# Prompt
Each entry that follows must be output without any deviation.

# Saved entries
........
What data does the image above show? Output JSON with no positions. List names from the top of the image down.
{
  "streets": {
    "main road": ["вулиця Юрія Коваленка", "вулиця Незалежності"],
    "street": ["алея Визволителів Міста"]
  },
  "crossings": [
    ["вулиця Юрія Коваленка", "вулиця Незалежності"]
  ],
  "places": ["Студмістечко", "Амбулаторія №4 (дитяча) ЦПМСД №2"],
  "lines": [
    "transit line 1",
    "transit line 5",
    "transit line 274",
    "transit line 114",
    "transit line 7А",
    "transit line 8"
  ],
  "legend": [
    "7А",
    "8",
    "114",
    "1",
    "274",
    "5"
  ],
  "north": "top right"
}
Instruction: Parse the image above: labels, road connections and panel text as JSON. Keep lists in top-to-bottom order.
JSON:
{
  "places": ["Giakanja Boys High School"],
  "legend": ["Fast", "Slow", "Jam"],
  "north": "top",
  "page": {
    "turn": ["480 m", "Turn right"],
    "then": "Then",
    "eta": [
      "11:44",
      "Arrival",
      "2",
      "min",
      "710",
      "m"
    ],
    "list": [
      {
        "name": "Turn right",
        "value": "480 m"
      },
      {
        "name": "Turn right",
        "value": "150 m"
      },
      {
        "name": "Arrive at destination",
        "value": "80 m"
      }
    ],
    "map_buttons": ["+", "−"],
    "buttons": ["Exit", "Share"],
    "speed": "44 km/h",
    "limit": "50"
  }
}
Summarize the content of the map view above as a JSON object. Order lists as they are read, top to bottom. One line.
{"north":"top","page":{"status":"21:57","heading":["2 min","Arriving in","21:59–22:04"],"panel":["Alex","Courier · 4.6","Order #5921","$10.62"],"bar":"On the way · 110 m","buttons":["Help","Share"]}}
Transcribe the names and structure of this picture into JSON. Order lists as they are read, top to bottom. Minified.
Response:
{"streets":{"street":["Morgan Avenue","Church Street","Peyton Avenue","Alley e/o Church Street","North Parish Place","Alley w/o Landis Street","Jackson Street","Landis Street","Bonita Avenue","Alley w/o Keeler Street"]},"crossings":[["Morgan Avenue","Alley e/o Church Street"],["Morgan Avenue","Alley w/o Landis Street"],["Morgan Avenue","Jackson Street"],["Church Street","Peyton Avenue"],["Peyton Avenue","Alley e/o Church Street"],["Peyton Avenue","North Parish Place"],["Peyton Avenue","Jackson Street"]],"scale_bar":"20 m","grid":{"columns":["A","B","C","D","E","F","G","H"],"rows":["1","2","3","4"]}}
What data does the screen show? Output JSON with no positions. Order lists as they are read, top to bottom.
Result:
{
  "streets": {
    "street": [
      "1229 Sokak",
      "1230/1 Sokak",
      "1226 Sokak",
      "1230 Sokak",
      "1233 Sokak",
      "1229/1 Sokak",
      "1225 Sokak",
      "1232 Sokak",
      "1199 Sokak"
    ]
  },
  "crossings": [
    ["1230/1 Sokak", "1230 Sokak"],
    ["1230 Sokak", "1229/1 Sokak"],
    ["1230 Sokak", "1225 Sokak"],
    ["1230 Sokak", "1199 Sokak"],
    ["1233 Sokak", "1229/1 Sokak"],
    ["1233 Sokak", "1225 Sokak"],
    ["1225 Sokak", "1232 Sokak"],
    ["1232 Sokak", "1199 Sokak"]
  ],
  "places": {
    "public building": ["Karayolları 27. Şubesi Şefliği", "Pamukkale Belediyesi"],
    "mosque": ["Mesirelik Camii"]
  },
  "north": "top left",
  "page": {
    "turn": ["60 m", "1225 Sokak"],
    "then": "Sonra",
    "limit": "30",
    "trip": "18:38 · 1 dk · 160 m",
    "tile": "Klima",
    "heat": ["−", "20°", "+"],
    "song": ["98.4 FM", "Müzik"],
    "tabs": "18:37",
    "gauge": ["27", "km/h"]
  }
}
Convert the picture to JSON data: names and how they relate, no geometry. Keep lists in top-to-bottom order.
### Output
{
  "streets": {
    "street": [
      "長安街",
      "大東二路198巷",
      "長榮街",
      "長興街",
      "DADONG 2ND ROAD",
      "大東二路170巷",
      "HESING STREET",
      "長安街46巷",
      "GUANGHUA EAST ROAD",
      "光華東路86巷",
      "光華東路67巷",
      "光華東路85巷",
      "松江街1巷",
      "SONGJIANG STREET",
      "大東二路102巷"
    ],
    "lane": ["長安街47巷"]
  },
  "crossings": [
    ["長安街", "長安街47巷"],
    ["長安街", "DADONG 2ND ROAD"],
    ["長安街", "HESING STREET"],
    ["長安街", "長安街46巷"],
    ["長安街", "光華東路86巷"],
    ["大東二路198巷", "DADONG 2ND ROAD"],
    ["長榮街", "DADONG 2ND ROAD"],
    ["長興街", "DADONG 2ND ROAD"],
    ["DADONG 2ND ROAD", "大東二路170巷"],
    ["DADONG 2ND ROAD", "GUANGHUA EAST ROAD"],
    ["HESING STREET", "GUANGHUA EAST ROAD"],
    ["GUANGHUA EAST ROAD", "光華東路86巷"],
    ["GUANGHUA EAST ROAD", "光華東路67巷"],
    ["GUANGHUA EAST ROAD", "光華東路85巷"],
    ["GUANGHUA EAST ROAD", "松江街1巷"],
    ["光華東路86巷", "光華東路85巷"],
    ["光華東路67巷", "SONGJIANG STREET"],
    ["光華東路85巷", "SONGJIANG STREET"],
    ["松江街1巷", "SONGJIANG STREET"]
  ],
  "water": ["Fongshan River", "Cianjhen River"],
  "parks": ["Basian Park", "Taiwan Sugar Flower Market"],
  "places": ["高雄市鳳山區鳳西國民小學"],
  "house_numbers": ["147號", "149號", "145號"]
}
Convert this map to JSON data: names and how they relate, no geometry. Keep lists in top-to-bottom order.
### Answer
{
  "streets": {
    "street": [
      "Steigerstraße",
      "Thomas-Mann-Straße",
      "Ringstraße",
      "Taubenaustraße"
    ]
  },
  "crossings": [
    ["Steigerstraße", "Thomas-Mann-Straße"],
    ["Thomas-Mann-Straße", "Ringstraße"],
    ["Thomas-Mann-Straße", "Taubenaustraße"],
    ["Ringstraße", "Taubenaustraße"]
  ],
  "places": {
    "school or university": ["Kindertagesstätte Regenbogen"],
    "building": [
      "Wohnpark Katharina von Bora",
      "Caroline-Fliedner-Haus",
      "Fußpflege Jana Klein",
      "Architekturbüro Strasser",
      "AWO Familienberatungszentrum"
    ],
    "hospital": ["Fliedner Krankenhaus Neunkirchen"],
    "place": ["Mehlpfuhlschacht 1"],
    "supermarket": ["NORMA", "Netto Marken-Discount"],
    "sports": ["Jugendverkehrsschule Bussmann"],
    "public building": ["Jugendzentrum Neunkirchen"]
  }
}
........
# Response
What data does the image above show? Output JSON with no positions. List names from the top of the image down.
{
  "streets": {
    "main road": ["вулиця Юрія Коваленка", "вулиця Незалежності"],
    "street": ["алея Визволителів Міста"]
  },
  "crossings": [
    ["вулиця Юрія Коваленка", "вулиця Незалежності"]
  ],
  "places": ["Студмістечко", "Амбулаторія №4 (дитяча) ЦПМСД №2"],
  "lines": [
    "transit line 1",
    "transit line 5",
    "transit line 274",
    "transit line 114",
    "transit line 7А",
    "transit line 8"
  ],
  "legend": [
    "7А",
    "8",
    "114",
    "1",
    "274",
    "5"
  ],
  "north": "top right"
}
Instruction: Parse the image above: labels, road connections and panel text as JSON. Keep lists in top-to-bottom order.
JSON:
{
  "places": ["Giakanja Boys High School"],
  "legend": ["Fast", "Slow", "Jam"],
  "north": "top",
  "page": {
    "turn": ["480 m", "Turn right"],
    "then": "Then",
    "eta": [
      "11:44",
      "Arrival",
      "2",
      "min",
      "710",
      "m"
    ],
    "list": [
      {
        "name": "Turn right",
        "value": "480 m"
      },
      {
        "name": "Turn right",
        "value": "150 m"
      },
      {
        "name": "Arrive at destination",
        "value": "80 m"
      }
    ],
    "map_buttons": ["+", "−"],
    "buttons": ["Exit", "Share"],
    "speed": "44 km/h",
    "limit": "50"
  }
}
Summarize the content of the map view above as a JSON object. Order lists as they are read, top to bottom. One line.
{"north":"top","page":{"status":"21:57","heading":["2 min","Arriving in","21:59–22:04"],"panel":["Alex","Courier · 4.6","Order #5921","$10.62"],"bar":"On the way · 110 m","buttons":["Help","Share"]}}
Transcribe the names and structure of this picture into JSON. Order lists as they are read, top to bottom. Minified.
Response:
{"streets":{"street":["Morgan Avenue","Church Street","Peyton Avenue","Alley e/o Church Street","North Parish Place","Alley w/o Landis Street","Jackson Street","Landis Street","Bonita Avenue","Alley w/o Keeler Street"]},"crossings":[["Morgan Avenue","Alley e/o Church Street"],["Morgan Avenue","Alley w/o Landis Street"],["Morgan Avenue","Jackson Street"],["Church Street","Peyton Avenue"],["Peyton Avenue","Alley e/o Church Street"],["Peyton Avenue","North Parish Place"],["Peyton Avenue","Jackson Street"]],"scale_bar":"20 m","grid":{"columns":["A","B","C","D","E","F","G","H"],"rows":["1","2","3","4"]}}
What data does the screen show? Output JSON with no positions. Order lists as they are read, top to bottom.
Result:
{
  "streets": {
    "street": [
      "1229 Sokak",
      "1230/1 Sokak",
      "1226 Sokak",
      "1230 Sokak",
      "1233 Sokak",
      "1229/1 Sokak",
      "1225 Sokak",
      "1232 Sokak",
      "1199 Sokak"
    ]
  },
  "crossings": [
    ["1230/1 Sokak", "1230 Sokak"],
    ["1230 Sokak", "1229/1 Sokak"],
    ["1230 Sokak", "1225 Sokak"],
    ["1230 Sokak", "1199 Sokak"],
    ["1233 Sokak", "1229/1 Sokak"],
    ["1233 Sokak", "1225 Sokak"],
    ["1225 Sokak", "1232 Sokak"],
    ["1232 Sokak", "1199 Sokak"]
  ],
  "places": {
    "public building": ["Karayolları 27. Şubesi Şefliği", "Pamukkale Belediyesi"],
    "mosque": ["Mesirelik Camii"]
  },
  "north": "top left",
  "page": {
    "turn": ["60 m", "1225 Sokak"],
    "then": "Sonra",
    "limit": "30",
    "trip": "18:38 · 1 dk · 160 m",
    "tile": "Klima",
    "heat": ["−", "20°", "+"],
    "song": ["98.4 FM", "Müzik"],
    "tabs": "18:37",
    "gauge": ["27", "km/h"]
  }
}
Convert the picture to JSON data: names and how they relate, no geometry. Keep lists in top-to-bottom order.
### Output
{
  "streets": {
    "street": [
      "長安街",
      "大東二路198巷",
      "長榮街",
      "長興街",
      "DADONG 2ND ROAD",
      "大東二路170巷",
      "HESING STREET",
      "長安街46巷",
      "GUANGHUA EAST ROAD",
      "光華東路86巷",
      "光華東路67巷",
      "光華東路85巷",
      "松江街1巷",
      "SONGJIANG STREET",
      "大東二路102巷"
    ],
    "lane": ["長安街47巷"]
  },
  "crossings": [
    ["長安街", "長安街47巷"],
    ["長安街", "DADONG 2ND ROAD"],
    ["長安街", "HESING STREET"],
    ["長安街", "長安街46巷"],
    ["長安街", "光華東路86巷"],
    ["大東二路198巷", "DADONG 2ND ROAD"],
    ["長榮街", "DADONG 2ND ROAD"],
    ["長興街", "DADONG 2ND ROAD"],
    ["DADONG 2ND ROAD", "大東二路170巷"],
    ["DADONG 2ND ROAD", "GUANGHUA EAST ROAD"],
    ["HESING STREET", "GUANGHUA EAST ROAD"],
    ["GUANGHUA EAST ROAD", "光華東路86巷"],
    ["GUANGHUA EAST ROAD", "光華東路67巷"],
    ["GUANGHUA EAST ROAD", "光華東路85巷"],
    ["GUANGHUA EAST ROAD", "松江街1巷"],
    ["光華東路86巷", "光華東路85巷"],
    ["光華東路67巷", "SONGJIANG STREET"],
    ["光華東路85巷", "SONGJIANG STREET"],
    ["松江街1巷", "SONGJIANG STREET"]
  ],
  "water": ["Fongshan River", "Cianjhen River"],
  "parks": ["Basian Park", "Taiwan Sugar Flower Market"],
  "places": ["高雄市鳳山區鳳西國民小學"],
  "house_numbers": ["147號", "149號", "145號"]
}
Convert this map to JSON data: names and how they relate, no geometry. Keep lists in top-to-bottom order.
### Answer
{
  "streets": {
    "street": [
      "Steigerstraße",
      "Thomas-Mann-Straße",
      "Ringstraße",
      "Taubenaustraße"
    ]
  },
  "crossings": [
    ["Steigerstraße", "Thomas-Mann-Straße"],
    ["Thomas-Mann-Straße", "Ringstraße"],
    ["Thomas-Mann-Straße", "Taubenaustraße"],
    ["Ringstraße", "Taubenaustraße"]
  ],
  "places": {
    "school or university": ["Kindertagesstätte Regenbogen"],
    "building": [
      "Wohnpark Katharina von Bora",
      "Caroline-Fliedner-Haus",
      "Fußpflege Jana Klein",
      "Architekturbüro Strasser",
      "AWO Familienberatungszentrum"
    ],
    "hospital": ["Fliedner Krankenhaus Neunkirchen"],
    "place": ["Mehlpfuhlschacht 1"],
    "supermarket": ["NORMA", "Netto Marken-Discount"],
    "sports": ["Jugendverkehrsschule Bussmann"],
    "public building": ["Jugendzentrum Neunkirchen"]
  }
}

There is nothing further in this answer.